A total of 48 people had contracted Covid-19, and four had died by Thursday,
Kim Wilson, the health minister, said the high mortality rate in Bermuda was linked to poor health in Bermuda.
Ms Wilson added: “Unfortunately, we do have a population that is unhealthy and there is quite a number of non-communicable chronic diseases within our population.
“That makes those persons even more susceptible to the respiratory challenges that come with people who test positive for Covid-19.”
The latest fatality, a middle-aged man, was one of nine new Covid-19 cases confirmed on Thursday.
The World Health Organisation has estimated Covid-19 is fatal in about 3.4 per cent of reported cases, but health experts highlighted it was difficult to compare countries because of different recording methods and test levels.
David Burt, the Premier, spotlighted the island’s high percentage of elderly people on Wednesday as he warned that more than 700 Bermudians could die from the virus if people did not follow shelter-in-place rules enforced by the Government.
Mr Burt later warned that some Covid-19 carriers did not have symptoms.
He said: “With four deaths, if you look at the global rate, that would imply that there are a larger number of cases that we have not captured or caught yet.
“That’s why it’s important as we implement more aggressive testing and that people stay in place.
“I cannot express it enough.
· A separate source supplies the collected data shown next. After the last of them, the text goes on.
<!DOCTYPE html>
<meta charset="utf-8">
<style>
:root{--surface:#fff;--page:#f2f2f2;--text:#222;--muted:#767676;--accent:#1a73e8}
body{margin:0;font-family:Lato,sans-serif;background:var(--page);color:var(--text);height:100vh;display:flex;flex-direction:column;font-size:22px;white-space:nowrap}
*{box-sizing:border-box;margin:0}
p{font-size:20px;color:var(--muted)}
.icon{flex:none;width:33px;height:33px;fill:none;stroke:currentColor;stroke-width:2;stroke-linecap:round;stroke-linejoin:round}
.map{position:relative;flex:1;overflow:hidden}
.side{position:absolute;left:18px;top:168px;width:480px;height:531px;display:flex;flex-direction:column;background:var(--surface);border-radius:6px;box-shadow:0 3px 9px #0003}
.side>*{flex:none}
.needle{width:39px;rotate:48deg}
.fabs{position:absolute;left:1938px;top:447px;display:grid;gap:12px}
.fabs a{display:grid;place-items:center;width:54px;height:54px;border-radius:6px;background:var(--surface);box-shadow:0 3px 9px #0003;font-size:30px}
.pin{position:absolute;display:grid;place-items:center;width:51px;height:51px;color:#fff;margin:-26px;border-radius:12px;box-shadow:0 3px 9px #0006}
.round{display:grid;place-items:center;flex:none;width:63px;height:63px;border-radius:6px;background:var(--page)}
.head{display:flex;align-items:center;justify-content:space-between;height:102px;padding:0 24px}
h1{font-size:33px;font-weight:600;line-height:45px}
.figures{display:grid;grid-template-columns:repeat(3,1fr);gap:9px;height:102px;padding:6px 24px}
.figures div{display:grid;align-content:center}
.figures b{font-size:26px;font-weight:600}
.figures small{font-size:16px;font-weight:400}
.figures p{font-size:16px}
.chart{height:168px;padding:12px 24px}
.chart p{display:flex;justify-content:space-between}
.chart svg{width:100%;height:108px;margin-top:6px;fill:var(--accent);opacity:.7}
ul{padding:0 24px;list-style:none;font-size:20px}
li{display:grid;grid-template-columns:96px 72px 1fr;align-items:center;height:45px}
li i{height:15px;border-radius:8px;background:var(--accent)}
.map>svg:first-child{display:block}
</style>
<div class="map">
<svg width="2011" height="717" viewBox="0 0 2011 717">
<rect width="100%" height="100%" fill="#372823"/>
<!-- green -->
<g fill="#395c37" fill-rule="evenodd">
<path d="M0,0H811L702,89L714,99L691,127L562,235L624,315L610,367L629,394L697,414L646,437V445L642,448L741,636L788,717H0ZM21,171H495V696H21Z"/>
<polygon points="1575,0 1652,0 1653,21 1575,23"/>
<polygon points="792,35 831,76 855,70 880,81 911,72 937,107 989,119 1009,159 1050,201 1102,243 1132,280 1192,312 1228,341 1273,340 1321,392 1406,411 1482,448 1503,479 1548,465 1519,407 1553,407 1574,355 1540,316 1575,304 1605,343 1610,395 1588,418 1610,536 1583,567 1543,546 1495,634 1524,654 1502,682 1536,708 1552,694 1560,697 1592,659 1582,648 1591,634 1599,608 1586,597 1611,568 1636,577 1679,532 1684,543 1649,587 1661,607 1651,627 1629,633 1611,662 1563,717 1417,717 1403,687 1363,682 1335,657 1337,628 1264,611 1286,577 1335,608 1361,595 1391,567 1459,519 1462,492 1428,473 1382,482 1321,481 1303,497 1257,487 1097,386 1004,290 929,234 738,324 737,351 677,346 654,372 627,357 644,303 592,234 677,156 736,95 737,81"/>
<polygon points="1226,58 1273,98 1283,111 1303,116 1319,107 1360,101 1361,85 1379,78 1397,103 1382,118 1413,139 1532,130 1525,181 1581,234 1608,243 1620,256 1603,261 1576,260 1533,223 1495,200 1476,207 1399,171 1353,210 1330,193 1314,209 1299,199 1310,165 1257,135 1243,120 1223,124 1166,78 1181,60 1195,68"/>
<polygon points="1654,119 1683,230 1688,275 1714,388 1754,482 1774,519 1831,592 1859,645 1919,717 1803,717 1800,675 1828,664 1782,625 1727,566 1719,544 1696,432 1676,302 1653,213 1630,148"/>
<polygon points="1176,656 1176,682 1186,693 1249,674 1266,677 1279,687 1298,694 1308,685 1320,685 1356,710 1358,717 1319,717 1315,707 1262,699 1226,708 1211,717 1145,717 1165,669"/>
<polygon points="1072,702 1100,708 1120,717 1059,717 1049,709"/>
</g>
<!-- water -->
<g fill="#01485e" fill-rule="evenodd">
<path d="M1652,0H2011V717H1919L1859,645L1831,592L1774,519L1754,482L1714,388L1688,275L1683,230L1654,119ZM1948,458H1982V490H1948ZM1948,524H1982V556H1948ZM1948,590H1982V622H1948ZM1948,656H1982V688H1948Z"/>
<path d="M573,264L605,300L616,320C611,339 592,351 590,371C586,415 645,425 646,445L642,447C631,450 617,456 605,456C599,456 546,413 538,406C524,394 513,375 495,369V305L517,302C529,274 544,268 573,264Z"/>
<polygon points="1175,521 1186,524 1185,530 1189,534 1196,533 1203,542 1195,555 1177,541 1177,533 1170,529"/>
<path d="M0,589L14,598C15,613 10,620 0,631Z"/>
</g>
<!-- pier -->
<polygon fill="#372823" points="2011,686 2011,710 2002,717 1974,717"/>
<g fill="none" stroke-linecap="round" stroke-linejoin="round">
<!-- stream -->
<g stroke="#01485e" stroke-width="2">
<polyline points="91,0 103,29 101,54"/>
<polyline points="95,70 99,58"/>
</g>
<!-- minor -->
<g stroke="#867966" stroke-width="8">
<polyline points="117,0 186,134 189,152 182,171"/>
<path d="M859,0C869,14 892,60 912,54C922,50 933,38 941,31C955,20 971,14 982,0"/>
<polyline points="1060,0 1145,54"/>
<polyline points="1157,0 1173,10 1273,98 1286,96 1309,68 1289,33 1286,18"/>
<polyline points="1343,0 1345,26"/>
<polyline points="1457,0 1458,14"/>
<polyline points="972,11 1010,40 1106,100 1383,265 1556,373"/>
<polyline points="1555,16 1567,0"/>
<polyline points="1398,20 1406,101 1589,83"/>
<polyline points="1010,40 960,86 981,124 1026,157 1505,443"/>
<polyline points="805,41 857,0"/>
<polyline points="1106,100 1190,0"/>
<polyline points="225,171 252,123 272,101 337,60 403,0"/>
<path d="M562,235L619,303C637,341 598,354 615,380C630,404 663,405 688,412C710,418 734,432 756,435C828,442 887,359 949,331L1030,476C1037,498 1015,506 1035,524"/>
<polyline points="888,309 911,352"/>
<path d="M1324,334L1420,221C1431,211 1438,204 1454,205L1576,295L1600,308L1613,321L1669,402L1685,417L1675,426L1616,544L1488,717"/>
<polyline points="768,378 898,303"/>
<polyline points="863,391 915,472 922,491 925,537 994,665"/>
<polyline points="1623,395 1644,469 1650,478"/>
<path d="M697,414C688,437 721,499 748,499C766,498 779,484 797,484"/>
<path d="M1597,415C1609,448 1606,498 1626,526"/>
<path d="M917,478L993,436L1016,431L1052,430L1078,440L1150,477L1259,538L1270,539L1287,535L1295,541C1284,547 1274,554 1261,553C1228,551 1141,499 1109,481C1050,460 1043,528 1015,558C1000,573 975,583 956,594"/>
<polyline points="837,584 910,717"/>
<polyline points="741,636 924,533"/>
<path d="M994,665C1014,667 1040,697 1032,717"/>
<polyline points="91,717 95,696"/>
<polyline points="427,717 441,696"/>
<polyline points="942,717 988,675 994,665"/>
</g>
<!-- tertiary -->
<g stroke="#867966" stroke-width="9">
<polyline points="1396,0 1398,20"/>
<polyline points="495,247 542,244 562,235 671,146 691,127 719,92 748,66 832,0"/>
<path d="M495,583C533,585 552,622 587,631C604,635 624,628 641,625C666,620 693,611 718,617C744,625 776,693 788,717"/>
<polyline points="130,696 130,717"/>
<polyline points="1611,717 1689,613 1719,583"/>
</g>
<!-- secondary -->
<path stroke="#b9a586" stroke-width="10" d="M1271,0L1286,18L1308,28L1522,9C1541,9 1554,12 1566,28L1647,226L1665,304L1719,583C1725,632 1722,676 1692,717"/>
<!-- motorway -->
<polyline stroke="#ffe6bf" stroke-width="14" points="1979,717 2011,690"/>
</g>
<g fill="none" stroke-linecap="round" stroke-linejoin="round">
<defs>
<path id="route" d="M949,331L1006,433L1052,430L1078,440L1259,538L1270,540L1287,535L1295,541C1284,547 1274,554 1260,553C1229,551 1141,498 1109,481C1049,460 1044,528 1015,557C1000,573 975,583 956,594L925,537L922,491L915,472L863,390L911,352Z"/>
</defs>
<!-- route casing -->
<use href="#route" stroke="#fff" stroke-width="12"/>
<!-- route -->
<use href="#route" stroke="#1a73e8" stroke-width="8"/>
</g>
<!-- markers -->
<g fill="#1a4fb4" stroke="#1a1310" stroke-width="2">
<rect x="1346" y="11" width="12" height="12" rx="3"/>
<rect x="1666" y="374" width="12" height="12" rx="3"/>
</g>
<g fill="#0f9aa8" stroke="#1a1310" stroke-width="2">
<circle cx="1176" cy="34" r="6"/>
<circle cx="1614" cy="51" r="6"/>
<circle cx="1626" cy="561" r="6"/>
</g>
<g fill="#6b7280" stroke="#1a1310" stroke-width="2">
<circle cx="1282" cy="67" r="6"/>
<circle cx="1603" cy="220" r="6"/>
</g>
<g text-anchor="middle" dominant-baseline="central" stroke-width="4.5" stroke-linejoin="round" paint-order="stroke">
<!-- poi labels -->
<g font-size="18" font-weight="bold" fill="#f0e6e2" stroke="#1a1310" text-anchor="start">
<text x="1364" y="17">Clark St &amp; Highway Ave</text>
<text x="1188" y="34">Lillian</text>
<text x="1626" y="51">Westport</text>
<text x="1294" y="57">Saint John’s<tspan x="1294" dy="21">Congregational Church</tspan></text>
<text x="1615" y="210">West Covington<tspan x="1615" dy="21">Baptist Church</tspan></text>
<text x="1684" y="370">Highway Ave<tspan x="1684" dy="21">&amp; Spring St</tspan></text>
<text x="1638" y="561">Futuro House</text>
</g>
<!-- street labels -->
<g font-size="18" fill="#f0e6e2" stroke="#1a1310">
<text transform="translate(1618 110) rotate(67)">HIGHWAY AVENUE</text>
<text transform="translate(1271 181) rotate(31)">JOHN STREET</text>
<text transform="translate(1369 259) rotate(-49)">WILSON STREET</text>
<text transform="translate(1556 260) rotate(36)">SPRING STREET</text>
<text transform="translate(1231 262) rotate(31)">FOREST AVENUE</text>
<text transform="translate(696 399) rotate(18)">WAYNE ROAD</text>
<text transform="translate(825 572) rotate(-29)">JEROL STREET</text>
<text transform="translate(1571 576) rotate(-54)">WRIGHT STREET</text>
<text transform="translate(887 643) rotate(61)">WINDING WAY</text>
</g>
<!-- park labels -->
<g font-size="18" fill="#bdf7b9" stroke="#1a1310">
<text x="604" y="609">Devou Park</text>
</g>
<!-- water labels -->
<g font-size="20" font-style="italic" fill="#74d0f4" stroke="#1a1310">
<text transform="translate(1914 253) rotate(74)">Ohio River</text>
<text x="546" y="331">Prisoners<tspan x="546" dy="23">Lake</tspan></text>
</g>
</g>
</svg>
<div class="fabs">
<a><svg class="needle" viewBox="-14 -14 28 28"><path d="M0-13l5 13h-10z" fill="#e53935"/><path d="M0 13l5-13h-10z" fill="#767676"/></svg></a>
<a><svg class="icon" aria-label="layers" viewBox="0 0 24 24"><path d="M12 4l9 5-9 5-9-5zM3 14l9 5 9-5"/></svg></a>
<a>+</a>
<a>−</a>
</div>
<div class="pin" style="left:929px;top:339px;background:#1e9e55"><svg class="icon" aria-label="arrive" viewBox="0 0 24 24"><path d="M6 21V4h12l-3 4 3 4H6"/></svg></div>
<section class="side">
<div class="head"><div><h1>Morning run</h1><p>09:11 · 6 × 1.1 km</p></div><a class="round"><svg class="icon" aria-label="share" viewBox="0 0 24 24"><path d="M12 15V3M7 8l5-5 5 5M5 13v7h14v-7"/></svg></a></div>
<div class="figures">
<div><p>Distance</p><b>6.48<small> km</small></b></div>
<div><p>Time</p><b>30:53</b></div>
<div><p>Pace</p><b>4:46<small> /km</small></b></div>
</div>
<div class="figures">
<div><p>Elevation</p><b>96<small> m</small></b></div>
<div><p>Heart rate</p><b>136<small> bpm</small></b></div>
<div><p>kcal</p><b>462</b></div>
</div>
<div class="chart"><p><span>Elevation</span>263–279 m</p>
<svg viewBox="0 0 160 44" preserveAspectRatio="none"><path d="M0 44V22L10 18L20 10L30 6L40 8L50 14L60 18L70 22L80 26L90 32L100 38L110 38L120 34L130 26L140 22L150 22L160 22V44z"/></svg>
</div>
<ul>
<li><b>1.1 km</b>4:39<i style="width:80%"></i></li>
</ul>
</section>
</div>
If you decide to go to the grocery store for a social outing, recognise you may be putting your family at risk. It’s that simple.”
He also questioned some of the applications for exceptions to the shelter-in-place regulations — including some for pool cleaners.
Mr Burt said: “This suggests to me that some people don’t understand that cleaning a pool is not more important than saving a life.”
He added that Bermuda was working alongside other jurisdictions, such as the Cayman Islands, to make sure they all had adequate supplies of equipment.
The Cayman Compass newspaper reported that the country was prepared to sell 35,000 of its own Covid-19 test kits to Bermuda.
Mr Burt said: “As we are all looking to procure certain items, there isn’t a need for us all to keep working to procure the same items.”
He added that one of the problems discussed with Alden McLaughlin, the Cayman premier, was a worldwide shortage of swabs for the tests.
Mr Burt said: “We are perfectly capable and confident we will have an aggressive testing regime here in Bermuda.
“A lot of people want to focus on volume — he said he bought all of those sets when he knew he didn’t need them because that was the minimum order they could provide and we were happy to share in that particular load.”
Mr Burt also confirmed that returned Bermudians who had been on board the Coral Princess cruise were in quarantine.
He explained that the group could not to travel with other residents on Tuesday’s repatriation flight from Florida because the US Centres for Disease Control insisted that people who had come off cruise ships could not share flights with other passengers.
The Premier also announced that Government would launch a mental health hotline for people suffering from stress caused by the crisis.
The hotline — 543-1111 — will launch today and operate from 9am to 9pm, seven days a week.
Mr Burt paid tribute to the people on the front line of the war against Covid-19.
He said: “I would like to make sure that we all remember our essential workers who are doing everything they can to ensure that this country is able to operate, and we all remain safe.
Mr Burt added: “Over the next few days, please take some time to send a message, a nice voicenote, or maybe even make a quick phone call or video call to a healthcare professional, because they are the true heroes that are working day and night to keep us safe.”
Mr Burt added his next public statement on Covid-19 would be delivered on Monday, but the Ministry of Health would deliver an update tomorrow.